* **Aim of the task**: Set down exactly, from the records below, the line with "M442 273 729 562" through the line with "695 963 933", and nothing else.

Stored data
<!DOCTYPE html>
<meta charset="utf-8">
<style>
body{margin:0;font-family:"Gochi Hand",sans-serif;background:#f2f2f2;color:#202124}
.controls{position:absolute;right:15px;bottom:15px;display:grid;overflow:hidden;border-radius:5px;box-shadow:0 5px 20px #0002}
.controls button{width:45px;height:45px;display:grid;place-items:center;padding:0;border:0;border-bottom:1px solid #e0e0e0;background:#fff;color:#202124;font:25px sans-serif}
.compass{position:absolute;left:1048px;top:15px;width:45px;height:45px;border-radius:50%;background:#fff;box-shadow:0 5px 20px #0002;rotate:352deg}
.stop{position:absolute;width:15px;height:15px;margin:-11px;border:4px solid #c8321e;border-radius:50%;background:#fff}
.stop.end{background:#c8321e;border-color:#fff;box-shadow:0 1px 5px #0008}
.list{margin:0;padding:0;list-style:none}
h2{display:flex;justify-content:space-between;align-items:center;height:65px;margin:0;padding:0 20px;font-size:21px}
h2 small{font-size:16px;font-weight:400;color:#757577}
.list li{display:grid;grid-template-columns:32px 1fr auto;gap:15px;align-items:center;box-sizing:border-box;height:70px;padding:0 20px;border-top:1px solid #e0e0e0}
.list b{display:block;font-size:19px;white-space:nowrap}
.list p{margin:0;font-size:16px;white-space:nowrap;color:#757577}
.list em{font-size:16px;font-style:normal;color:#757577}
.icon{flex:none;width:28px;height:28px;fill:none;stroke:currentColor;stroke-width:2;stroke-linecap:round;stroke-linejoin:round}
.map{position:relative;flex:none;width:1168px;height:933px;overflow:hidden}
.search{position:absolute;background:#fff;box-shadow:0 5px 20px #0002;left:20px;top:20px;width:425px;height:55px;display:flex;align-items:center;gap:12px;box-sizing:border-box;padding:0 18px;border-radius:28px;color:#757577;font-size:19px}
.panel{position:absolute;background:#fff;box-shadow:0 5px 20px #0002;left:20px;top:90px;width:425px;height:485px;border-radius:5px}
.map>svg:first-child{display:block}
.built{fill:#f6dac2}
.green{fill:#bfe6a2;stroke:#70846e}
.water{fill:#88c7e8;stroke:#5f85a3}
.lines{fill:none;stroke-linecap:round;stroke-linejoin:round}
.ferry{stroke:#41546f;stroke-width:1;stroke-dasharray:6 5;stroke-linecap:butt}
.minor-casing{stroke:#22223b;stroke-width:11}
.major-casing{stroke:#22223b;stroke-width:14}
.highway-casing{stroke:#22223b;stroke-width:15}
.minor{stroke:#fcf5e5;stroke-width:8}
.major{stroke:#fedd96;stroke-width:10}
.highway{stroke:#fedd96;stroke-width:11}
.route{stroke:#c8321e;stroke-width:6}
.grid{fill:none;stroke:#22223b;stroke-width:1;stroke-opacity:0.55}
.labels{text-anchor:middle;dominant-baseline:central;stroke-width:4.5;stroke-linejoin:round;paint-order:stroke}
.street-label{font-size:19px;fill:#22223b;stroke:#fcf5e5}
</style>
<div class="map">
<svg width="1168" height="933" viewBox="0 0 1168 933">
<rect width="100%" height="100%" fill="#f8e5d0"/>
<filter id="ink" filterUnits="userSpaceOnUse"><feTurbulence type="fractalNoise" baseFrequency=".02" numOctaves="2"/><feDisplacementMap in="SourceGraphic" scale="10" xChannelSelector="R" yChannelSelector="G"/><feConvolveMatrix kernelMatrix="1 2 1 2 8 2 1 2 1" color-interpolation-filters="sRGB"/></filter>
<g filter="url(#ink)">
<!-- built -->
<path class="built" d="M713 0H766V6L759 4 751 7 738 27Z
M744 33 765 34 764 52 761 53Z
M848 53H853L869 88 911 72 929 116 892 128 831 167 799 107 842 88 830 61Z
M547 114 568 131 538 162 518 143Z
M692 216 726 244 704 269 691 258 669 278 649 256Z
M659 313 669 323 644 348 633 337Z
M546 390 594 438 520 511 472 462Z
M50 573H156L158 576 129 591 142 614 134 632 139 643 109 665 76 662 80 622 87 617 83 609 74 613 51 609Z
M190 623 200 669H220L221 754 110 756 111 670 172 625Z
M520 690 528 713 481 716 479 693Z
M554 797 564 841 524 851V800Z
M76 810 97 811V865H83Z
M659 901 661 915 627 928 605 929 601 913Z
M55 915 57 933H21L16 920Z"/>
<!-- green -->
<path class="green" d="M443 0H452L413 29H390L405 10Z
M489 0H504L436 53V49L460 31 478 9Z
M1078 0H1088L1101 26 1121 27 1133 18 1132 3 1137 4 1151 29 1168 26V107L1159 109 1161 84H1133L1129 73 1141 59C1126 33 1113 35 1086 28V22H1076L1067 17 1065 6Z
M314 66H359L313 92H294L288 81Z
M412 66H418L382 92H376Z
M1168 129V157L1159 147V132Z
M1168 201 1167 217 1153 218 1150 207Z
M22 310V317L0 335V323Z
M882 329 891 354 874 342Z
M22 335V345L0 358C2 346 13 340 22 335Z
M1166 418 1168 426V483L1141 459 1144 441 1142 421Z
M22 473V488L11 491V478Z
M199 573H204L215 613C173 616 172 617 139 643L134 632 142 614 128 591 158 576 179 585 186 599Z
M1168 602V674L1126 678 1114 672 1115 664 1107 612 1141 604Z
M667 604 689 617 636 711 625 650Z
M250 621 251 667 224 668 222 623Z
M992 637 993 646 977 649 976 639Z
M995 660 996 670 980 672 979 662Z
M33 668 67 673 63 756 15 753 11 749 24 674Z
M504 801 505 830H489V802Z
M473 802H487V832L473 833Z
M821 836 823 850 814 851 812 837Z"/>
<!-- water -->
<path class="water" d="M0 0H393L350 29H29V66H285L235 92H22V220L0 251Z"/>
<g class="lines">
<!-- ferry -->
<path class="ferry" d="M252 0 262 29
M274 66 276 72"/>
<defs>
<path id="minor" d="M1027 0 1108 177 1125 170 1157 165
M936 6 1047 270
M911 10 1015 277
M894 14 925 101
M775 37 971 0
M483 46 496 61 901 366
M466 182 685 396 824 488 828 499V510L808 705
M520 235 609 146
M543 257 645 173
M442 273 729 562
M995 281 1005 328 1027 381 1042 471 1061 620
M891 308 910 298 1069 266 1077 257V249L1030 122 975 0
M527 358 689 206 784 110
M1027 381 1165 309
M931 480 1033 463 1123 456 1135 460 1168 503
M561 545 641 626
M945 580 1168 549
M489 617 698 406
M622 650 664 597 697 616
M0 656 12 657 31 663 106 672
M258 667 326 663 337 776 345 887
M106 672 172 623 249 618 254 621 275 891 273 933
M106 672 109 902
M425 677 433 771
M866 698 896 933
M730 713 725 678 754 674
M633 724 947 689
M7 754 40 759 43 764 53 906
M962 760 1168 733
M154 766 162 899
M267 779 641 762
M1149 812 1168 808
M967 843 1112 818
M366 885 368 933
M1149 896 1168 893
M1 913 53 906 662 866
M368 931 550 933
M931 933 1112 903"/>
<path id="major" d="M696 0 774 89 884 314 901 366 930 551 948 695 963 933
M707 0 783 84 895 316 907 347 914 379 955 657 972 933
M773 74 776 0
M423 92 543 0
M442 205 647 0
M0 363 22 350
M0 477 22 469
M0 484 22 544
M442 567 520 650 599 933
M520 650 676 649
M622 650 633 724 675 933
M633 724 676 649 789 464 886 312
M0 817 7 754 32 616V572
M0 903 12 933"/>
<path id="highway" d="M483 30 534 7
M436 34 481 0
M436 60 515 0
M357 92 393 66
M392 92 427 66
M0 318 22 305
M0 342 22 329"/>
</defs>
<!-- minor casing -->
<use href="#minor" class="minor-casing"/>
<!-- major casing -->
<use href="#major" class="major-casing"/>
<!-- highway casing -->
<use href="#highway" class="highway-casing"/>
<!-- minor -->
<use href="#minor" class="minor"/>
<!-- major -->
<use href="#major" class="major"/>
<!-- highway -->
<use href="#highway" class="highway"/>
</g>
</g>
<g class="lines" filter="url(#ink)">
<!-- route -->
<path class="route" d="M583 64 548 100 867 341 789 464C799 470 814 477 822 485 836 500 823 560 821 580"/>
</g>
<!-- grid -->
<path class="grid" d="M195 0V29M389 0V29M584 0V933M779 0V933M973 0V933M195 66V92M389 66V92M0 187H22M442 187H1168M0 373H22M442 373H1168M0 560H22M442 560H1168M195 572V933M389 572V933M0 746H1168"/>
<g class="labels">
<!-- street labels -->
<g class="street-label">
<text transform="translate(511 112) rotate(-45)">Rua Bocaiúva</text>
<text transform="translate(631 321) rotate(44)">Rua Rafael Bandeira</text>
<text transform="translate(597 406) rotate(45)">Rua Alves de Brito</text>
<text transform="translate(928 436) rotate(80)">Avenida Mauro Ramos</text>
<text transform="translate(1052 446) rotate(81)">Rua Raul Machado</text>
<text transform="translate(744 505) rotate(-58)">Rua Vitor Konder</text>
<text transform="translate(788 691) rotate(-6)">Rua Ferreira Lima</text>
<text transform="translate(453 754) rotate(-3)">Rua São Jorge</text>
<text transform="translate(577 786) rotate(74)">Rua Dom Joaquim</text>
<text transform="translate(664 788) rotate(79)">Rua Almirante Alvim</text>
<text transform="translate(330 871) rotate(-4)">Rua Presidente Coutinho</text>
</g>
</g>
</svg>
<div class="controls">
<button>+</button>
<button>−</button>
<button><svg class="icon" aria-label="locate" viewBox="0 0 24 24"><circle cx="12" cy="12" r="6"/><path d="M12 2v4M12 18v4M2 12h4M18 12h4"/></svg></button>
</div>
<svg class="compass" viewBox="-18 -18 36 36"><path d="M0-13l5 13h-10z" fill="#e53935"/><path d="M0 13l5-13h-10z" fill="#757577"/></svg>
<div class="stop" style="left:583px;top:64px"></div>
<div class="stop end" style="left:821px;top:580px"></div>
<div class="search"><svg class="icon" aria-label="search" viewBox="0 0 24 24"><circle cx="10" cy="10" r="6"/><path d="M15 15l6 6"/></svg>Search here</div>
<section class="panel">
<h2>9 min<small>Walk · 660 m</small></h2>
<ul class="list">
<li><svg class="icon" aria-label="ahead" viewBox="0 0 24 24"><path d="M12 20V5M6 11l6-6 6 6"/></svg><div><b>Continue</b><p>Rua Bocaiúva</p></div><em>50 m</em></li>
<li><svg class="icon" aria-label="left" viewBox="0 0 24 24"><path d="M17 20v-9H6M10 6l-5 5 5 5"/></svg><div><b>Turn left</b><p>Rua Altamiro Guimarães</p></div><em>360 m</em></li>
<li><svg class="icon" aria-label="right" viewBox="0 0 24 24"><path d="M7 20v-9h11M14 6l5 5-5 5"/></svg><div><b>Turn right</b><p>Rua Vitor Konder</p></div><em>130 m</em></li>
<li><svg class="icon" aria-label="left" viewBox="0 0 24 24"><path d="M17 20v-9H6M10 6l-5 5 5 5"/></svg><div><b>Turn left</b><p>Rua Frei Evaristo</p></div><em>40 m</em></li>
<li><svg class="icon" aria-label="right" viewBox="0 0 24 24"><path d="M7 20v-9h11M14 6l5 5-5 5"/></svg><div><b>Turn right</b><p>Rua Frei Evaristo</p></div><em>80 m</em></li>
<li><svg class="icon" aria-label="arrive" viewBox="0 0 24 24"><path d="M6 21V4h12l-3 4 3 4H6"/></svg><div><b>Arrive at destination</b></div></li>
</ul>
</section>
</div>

* **Result below**:
M442 273 729 562
M995 281 1005 328 1027 381 1042 471 1061 620
M891 308 910 298 1069 266 1077 257V249L1030 122 975 0
M527 358 689 206 784 110
M1027 381 1165 309
M931 480 1033 463 1123 456 1135 460 1168 503
M561 545 641 626
M945 580 1168 549
M489 617 698 406
M622 650 664 597 697 616
M0 656 12 657 31 663 106 672
M258 667 326 663 337 776 345 887
M106 672 172 623 249 618 254 621 275 891 273 933
M106 672 109 902
M425 677 433 771
M866 698 896 933
M730 713 725 678 754 674
M633 724 947 689
M7 754 40 759 43 764 53 906
M962 760 1168 733
M154 766 162 899
M267 779 641 762
M1149 812 1168 808
M967 843 1112 818
M366 885 368 933
M1149 896 1168 893
M1 913 53 906 662 866
M368 931 550 933
M931 933 1112 903"/>
<path id="major" d="M696 0 774 89 884 314 901 366 930 551 948 695 963 933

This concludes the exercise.